Presented at the Franciscaines, the result of this project takes the form of an immersive exhibition of seventy diptychs, in dialogue with a retrospective of his work from the 1970s to the late 1990s.
On arriving in Deauville, Max Pam was immediately reminded of his Australian youth, with its skies and marine atmosphere. From the outset, he established a very precise methodology for appropriating the “fertile playground for creation” that he saw as the Normandy region. He developed a narrative through the binarity of the diptych, built on a dialogue between past and present and the idea of time travel. In these images, we find a number of references to works from the André Malraux Museum in Le Havre, to which contemporary snapshots respond.
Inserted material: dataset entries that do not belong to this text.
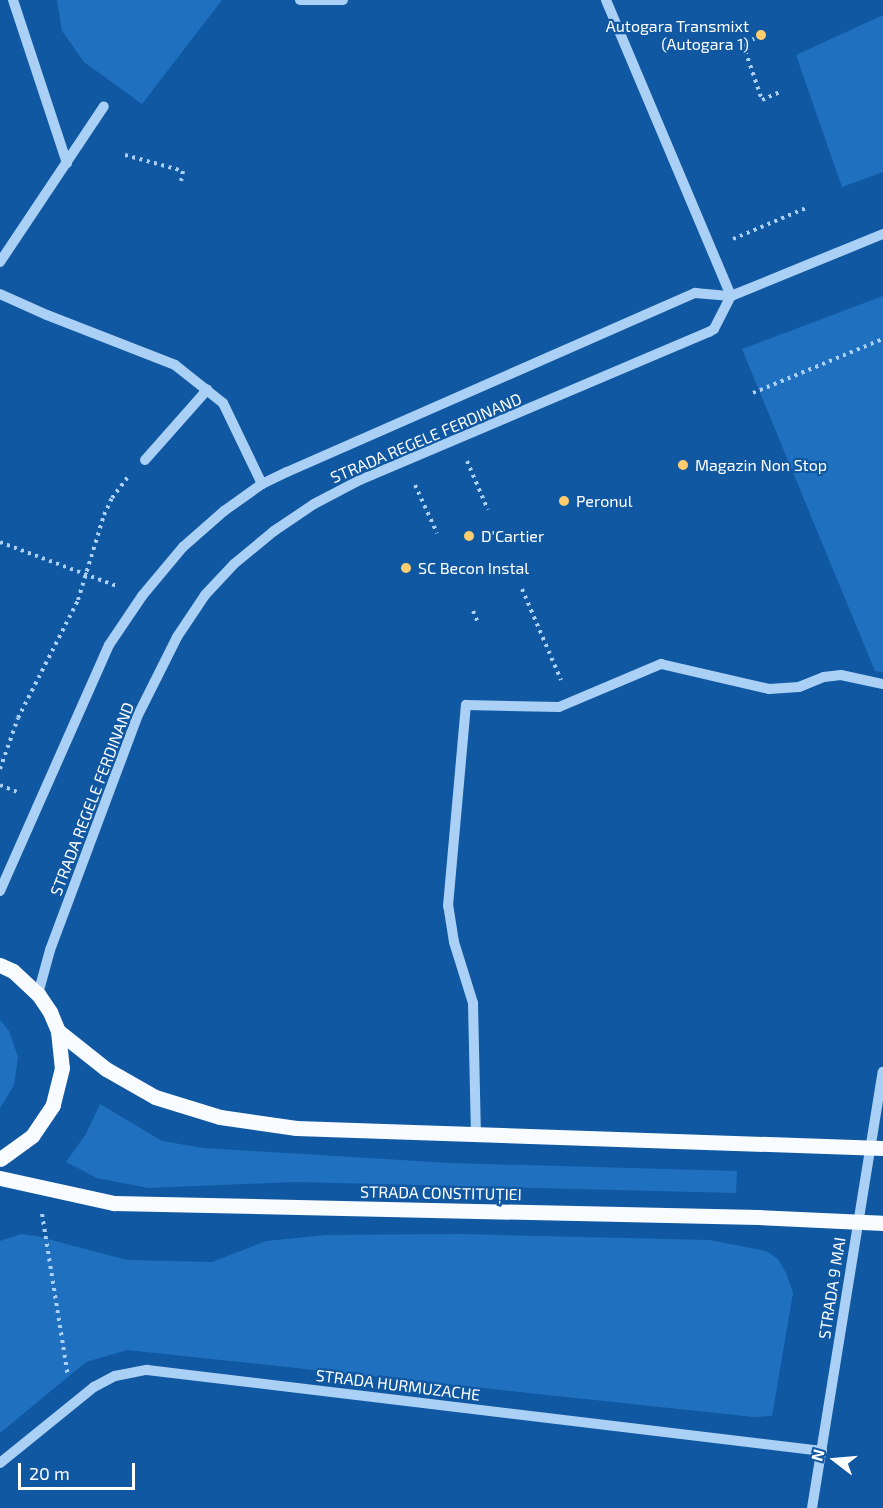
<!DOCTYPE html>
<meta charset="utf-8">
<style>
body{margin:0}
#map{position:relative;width:883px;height:1508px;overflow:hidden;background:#1058a2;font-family:"Exo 2",sans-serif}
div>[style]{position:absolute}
.green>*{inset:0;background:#1f71c0}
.path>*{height:4px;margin-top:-2px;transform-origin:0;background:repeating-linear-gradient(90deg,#aad0f6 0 3px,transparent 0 7.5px)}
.minor>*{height:10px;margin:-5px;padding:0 5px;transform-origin:5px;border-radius:5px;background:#aad0f6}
.major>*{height:15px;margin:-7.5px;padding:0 7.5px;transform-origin:7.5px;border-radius:7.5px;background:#f8fbff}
.dots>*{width:16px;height:16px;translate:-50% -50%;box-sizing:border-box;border:3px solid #1058a2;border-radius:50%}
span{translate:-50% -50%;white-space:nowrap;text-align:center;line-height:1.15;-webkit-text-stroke:4.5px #1058a2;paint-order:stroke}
.poi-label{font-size:16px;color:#fff}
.right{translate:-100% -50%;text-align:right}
.left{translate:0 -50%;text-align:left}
.street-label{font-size:16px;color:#fff}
.north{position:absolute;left:805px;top:1430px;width:60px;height:60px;-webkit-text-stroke:4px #1058a2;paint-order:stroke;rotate:286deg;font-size:16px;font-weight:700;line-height:24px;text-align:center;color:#fff}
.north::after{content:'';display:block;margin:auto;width:21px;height:27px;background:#fff;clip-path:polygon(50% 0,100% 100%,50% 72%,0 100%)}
.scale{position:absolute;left:18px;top:1463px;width:117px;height:27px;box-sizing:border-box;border:3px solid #fff;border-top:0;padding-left:8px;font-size:18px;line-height:21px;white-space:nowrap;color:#fff;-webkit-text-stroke:4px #1058a2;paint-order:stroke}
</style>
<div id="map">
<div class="green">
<div style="clip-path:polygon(57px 0,222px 0,142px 104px,84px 62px,62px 31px)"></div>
<div style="clip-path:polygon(883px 15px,883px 172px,842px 187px,796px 55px)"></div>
<div style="clip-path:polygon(883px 296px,883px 672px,875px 671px,742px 349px)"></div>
<div style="clip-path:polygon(0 1020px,9px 1031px,18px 1057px,14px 1085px,0 1108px)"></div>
<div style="clip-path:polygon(100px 1104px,162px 1141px,203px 1148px,450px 1163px,737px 1171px,736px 1193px,296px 1182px,148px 1188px,97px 1178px,66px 1162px,86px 1134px)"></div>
<div style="clip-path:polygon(21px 1234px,36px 1236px,127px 1260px,212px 1262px,266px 1241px,326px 1235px,461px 1234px,709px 1240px,766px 1251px,778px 1259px,786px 1273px,793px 1293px,772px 1416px,754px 1417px,127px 1350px,86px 1362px,0 1433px,0 1241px)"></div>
</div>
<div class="path">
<div style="left:762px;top:35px;width:21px;rotate:155deg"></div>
<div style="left:743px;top:44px;width:59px;rotate:71.3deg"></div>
<div style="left:762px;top:100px;width:20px;rotate:-24deg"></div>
<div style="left:125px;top:155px;width:60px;rotate:15.4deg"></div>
<div style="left:183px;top:171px;width:10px;rotate:101deg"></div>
<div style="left:733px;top:239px;width:79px;rotate:-23deg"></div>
<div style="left:753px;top:393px;width:141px;rotate:-22.6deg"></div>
<div style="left:467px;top:461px;width:53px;rotate:66.8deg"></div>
<div style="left:415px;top:485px;width:53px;rotate:65.4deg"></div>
<div style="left:0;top:542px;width:127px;rotate:20.7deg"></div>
<div style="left:522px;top:589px;width:99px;rotate:66.8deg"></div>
<div style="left:473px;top:611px;width:13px;rotate:67deg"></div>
<div style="left:0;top:769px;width:54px;rotate:-70.6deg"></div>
<div style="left:18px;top:718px;width:132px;rotate:-63deg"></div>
<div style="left:78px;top:600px;width:89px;rotate:-73deg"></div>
<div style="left:104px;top:515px;width:19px;rotate:-65deg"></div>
<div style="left:112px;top:498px;width:26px;rotate:-53deg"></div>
<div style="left:0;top:785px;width:18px;rotate:22deg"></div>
<div style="left:42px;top:1214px;width:164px;rotate:80.9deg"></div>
</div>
<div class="minor">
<div style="left:13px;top:0;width:172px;rotate:71.7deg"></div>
<div style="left:300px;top:0;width:43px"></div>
<div style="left:606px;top:0;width:321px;rotate:67.1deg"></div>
<div style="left:0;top:262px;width:187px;rotate:-56.3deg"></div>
<div style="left:0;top:294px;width:51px;rotate:24.1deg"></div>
<div style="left:47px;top:315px;width:137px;rotate:21.3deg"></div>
<div style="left:175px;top:365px;width:61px;rotate:38.4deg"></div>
<div style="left:223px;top:403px;width:90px;rotate:64.3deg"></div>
<div style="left:145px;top:460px;width:94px;rotate:-48.5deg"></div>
<div style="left:0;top:891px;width:269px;rotate:-66.1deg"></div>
<div style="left:109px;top:645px;width:59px;rotate:-56deg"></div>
<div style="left:142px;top:596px;width:64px;rotate:-50.1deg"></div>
<div style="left:183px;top:547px;width:55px;rotate:-41.3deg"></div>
<div style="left:224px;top:511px;width:47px;rotate:-35.4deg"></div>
<div style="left:262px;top:484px;width:28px;rotate:-26deg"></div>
<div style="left:287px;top:472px;width:446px;rotate:-23.7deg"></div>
<div style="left:695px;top:293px;width:36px;rotate:5deg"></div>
<div style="left:731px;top:296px;width:164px;rotate:-22.2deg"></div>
<div style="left:38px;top:994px;width:46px;rotate:-74.7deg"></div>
<div style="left:50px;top:950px;width:251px;rotate:-69.5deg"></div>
<div style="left:138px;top:715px;width:87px;rotate:-63.4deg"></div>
<div style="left:177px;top:637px;width:50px;rotate:-56.3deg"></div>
<div style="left:205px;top:595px;width:42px;rotate:-46.9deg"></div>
<div style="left:234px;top:564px;width:52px;rotate:-39.5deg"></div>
<div style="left:274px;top:531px;width:48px;rotate:-34deg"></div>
<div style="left:314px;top:504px;width:52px;rotate:-27.6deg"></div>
<div style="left:360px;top:480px;width:379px;rotate:-23deg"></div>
<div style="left:709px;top:332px;width:6px;rotate:-31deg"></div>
<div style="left:714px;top:329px;width:37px;rotate:-63deg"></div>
<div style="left:476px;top:1136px;width:133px;rotate:-91.3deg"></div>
<div style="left:473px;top:1003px;width:64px;rotate:-107.3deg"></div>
<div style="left:454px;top:942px;width:36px;rotate:-99deg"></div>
<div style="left:448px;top:906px;width:202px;rotate:-84.9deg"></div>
<div style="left:466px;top:705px;width:93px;rotate:1.2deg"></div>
<div style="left:559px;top:707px;width:111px;rotate:-22.9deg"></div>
<div style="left:661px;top:664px;width:111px;rotate:13deg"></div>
<div style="left:769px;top:689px;width:30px;rotate:-4deg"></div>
<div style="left:799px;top:687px;width:27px;rotate:-22deg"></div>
<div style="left:824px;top:677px;width:17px;rotate:-7deg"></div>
<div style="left:841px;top:675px;width:43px;rotate:12.1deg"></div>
<div style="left:0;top:1463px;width:121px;rotate:-39deg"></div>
<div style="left:94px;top:1387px;width:24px;rotate:-28deg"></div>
<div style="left:115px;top:1376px;width:33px;rotate:-11deg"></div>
<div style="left:147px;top:1370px;width:680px;rotate:6.84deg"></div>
<div style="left:812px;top:1508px;width:442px;rotate:-80.8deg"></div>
</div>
<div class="major">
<div style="left:0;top:965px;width:14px;rotate:25deg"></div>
<div style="left:13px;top:971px;width:34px;rotate:43deg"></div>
<div style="left:38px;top:994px;width:22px;rotate:56deg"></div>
<div style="left:50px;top:1012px;width:21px;rotate:67deg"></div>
<div style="left:58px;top:1031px;width:37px;rotate:84deg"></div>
<div style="left:62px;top:1068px;width:38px;rotate:104deg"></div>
<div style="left:53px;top:1105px;width:37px;rotate:124deg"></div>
<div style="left:32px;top:1136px;width:39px;rotate:144deg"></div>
<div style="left:58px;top:1031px;width:61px;rotate:38.4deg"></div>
<div style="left:106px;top:1069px;width:56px;rotate:29.7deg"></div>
<div style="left:155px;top:1097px;width:68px;rotate:17.1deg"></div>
<div style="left:220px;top:1117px;width:77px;rotate:8.2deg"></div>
<div style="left:296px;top:1128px;width:587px;rotate:1.95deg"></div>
<div style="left:0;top:1178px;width:117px;rotate:12.4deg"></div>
<div style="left:114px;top:1203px;width:644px;rotate:1.25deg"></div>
<div style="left:758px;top:1217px;width:125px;rotate:2.7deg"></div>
</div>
<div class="dots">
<div style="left:761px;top:35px;background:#ffcd6e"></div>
<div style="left:683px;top:465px;background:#ffcd6e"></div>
<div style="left:564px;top:501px;background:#ffcd6e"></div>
<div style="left:469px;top:536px;background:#ffcd6e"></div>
<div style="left:406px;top:568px;background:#ffcd6e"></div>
</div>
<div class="poi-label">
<span class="right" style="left:749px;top:35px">Autogara Transmixt<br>(Autogara 1)</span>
<span class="left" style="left:695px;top:465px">Magazin Non Stop</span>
<span class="left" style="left:576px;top:501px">Peronul</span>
<span class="left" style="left:481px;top:536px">D'Cartier</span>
<span class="left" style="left:418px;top:568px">SC Becon Instal</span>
</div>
<div class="street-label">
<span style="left:426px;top:438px;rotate:-23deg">STRADA REGELE FERDINAND</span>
<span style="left:92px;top:799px;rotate:-69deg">STRADA REGELE FERDINAND</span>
<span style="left:441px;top:1193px;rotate:1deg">STRADA CONSTITUȚIEI</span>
<span style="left:832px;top:1288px;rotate:-81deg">STRADA 9 MAI</span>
<span style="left:398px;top:1385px;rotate:7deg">STRADA HURMUZACHE</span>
</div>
<div class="north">N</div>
<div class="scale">20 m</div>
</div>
Max Pam’s diptychs are all born of a dream. Staying at Villa Namouna, Pam tells us that he dreamed a lot. These nocturnal journeys were recorded in notebooks upon awakening, before being transcribed into painted or photographed images. The result is a poetic farandole of formal and narrative associations which, assembled in an immense frieze, form a captivating hollow self-portrait of the man he was during this short stay.
Further on, a room offers a glimpse of the richness of his late twentieth-century productions, as he likes to describe them. Here we recognize the travel-loving Max Pam, who tirelessly surveyed the world: India, Southeast Asia, Africa, the Middle East, Europe and Australia. His love of maps, with which he has had a special relationship since childhood, is also evident. Maps representing a part of the world that he makes his own by surrounding them with clichés and text. The map of Deauville and Trouville, created especially for the residency, is surrounded by stamps depicting marine scenes and populations.
On the walls of this retrospective, the associations of captured or found images, the love of words and the need to create a narrative through arrangements or collages shed further light on his highly personal approach to photography.